▸ ASSIGNMENT: Whenever "breaks" appears in a line, please copy that line from the data.
=-=-=-=-=
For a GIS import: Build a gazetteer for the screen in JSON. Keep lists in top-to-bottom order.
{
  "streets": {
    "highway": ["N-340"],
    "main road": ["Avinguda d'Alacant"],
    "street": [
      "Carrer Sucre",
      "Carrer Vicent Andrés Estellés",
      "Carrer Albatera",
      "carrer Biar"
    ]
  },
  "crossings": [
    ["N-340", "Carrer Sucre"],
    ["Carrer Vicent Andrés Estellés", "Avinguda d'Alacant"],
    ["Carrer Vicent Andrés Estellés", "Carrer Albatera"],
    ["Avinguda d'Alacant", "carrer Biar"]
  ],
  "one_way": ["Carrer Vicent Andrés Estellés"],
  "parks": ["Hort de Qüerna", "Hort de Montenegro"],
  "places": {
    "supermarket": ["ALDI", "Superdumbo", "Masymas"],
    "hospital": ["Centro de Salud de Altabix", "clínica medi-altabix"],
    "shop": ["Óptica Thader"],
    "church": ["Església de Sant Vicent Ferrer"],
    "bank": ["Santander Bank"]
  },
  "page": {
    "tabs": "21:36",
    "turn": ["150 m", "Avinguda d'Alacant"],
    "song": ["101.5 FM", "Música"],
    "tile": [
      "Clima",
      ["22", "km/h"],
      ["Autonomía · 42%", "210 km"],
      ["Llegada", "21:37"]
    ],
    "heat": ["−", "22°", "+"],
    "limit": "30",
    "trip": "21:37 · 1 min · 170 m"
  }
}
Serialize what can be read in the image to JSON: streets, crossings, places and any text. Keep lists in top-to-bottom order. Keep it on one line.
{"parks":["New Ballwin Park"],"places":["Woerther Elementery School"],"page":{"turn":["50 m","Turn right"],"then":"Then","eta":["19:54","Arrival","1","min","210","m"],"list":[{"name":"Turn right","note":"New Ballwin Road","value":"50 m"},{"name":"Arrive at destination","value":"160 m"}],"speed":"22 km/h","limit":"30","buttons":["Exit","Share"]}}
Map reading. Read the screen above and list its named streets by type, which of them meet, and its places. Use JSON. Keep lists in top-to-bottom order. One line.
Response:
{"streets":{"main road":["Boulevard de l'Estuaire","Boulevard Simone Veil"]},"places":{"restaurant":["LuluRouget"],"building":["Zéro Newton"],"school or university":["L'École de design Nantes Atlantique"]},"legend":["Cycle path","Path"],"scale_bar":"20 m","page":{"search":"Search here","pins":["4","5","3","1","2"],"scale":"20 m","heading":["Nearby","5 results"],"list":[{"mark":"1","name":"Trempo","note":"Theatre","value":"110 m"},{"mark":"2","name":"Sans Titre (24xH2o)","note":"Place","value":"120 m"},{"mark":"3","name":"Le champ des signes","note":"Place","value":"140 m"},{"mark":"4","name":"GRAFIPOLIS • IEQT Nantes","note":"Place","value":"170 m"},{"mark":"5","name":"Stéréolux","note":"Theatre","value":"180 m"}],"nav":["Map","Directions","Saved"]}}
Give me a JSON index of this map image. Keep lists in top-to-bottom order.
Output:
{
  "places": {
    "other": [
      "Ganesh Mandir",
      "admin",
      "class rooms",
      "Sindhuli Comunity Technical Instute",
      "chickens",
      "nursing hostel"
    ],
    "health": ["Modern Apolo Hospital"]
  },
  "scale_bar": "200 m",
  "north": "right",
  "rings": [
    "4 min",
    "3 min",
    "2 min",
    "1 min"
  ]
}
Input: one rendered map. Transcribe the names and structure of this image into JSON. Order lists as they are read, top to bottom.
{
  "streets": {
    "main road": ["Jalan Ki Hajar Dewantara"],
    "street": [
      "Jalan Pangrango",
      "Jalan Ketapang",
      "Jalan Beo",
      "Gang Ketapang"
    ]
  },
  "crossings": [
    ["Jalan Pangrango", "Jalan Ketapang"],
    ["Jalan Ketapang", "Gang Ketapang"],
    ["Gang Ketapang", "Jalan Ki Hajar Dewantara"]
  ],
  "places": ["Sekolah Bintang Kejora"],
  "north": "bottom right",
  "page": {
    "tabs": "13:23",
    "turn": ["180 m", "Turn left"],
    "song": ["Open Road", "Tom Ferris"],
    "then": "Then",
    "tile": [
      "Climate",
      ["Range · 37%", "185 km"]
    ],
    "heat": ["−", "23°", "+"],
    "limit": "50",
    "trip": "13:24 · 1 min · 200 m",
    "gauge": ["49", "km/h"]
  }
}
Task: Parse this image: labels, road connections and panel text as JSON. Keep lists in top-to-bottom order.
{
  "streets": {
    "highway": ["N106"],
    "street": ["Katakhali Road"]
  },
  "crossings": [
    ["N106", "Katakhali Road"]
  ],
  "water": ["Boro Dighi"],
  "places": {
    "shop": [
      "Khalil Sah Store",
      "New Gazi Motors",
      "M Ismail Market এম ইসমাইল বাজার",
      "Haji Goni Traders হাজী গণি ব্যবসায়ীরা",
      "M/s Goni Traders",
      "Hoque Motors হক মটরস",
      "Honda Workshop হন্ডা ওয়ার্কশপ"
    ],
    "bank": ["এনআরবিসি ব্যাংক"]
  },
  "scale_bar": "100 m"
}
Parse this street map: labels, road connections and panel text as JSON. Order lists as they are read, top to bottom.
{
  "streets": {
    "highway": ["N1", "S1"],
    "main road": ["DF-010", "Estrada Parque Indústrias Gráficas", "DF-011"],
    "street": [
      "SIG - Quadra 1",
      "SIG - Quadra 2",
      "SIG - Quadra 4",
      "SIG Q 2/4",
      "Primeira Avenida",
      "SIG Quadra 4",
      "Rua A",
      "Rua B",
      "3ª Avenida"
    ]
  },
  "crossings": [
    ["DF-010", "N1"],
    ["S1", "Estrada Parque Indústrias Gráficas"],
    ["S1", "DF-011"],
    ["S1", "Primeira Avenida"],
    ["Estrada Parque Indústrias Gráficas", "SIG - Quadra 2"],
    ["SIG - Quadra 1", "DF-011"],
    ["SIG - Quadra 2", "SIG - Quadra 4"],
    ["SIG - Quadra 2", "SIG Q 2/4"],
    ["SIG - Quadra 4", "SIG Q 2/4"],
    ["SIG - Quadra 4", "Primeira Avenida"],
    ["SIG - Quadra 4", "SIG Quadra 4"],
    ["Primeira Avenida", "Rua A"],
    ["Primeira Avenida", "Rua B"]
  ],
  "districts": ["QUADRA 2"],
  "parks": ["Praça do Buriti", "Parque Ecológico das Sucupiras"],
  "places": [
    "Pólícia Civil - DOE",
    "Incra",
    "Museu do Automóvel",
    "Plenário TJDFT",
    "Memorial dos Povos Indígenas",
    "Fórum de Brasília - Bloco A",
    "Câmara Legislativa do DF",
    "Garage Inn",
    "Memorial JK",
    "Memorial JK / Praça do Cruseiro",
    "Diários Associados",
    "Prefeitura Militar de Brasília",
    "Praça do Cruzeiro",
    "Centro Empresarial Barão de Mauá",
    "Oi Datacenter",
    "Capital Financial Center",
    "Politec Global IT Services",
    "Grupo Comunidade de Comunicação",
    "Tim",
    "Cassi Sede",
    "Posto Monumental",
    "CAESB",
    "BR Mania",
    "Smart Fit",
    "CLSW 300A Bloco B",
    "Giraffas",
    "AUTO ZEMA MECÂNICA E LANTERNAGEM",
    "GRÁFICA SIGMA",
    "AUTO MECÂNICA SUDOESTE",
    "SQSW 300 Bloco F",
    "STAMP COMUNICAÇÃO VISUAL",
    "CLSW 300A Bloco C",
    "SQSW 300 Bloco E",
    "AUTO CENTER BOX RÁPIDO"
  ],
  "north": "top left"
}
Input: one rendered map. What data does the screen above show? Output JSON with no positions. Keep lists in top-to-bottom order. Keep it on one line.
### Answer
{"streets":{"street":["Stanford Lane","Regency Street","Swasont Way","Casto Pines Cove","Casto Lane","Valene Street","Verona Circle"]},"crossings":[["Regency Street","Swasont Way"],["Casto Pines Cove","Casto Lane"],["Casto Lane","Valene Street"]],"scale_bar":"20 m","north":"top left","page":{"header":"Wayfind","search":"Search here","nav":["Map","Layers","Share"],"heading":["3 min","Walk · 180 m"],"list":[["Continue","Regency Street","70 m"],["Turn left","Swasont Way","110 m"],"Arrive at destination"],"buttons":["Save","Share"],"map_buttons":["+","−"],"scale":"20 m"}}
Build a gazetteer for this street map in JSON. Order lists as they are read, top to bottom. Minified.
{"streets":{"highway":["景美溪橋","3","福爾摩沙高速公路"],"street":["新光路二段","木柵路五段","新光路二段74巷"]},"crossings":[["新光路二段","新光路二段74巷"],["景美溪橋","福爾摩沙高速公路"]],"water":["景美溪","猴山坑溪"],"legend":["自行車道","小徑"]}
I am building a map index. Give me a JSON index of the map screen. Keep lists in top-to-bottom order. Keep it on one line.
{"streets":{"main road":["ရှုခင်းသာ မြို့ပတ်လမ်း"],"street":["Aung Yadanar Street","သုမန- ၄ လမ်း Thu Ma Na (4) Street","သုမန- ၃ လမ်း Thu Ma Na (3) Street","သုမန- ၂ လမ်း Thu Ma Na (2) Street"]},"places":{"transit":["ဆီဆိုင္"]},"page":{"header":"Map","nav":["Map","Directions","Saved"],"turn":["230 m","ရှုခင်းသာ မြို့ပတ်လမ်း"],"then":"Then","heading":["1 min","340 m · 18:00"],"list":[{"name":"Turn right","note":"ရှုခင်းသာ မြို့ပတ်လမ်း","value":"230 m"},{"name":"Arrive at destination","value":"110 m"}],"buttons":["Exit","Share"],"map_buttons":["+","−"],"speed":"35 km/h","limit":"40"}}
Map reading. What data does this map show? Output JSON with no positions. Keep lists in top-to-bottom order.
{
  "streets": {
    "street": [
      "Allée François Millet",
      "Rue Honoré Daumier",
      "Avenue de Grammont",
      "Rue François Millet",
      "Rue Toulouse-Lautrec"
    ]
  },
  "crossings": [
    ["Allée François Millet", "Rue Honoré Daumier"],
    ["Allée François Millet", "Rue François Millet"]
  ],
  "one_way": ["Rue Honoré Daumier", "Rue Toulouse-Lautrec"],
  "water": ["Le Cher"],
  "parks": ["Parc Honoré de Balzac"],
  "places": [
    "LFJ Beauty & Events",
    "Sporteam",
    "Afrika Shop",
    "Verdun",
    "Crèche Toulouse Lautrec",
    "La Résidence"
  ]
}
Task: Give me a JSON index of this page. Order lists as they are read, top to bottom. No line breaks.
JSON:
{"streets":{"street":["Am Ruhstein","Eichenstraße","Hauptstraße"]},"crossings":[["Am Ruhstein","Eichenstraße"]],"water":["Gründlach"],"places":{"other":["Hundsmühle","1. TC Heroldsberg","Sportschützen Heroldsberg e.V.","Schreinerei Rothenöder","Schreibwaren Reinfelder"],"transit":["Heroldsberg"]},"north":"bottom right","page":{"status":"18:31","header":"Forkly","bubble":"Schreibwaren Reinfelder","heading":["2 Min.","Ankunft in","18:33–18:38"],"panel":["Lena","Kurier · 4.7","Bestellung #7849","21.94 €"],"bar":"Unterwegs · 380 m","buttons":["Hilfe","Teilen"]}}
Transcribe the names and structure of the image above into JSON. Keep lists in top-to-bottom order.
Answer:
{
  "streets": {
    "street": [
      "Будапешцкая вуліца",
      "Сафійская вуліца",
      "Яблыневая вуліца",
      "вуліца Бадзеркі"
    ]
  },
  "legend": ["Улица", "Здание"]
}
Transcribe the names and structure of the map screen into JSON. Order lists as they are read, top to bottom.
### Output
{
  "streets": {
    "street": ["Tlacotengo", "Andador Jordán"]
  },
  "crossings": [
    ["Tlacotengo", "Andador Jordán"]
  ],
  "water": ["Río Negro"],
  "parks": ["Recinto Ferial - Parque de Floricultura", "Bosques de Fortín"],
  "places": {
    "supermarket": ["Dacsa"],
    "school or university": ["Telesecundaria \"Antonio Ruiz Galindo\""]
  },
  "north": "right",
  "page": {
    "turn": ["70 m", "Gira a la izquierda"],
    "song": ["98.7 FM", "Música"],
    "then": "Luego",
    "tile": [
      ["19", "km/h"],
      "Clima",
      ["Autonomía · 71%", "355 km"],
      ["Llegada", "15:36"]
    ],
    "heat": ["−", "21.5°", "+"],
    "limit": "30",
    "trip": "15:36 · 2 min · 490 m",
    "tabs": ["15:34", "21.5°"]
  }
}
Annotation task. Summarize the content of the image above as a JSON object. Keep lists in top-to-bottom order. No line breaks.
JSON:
=-=-=-=-=
▸ TASK RESULT:
Task: Give me a JSON index of this page. Order lists as they are read, top to bottom. No line breaks.
Annotation task. Summarize the content of the image above as a JSON object. Keep lists in top-to-bottom order. No line breaks.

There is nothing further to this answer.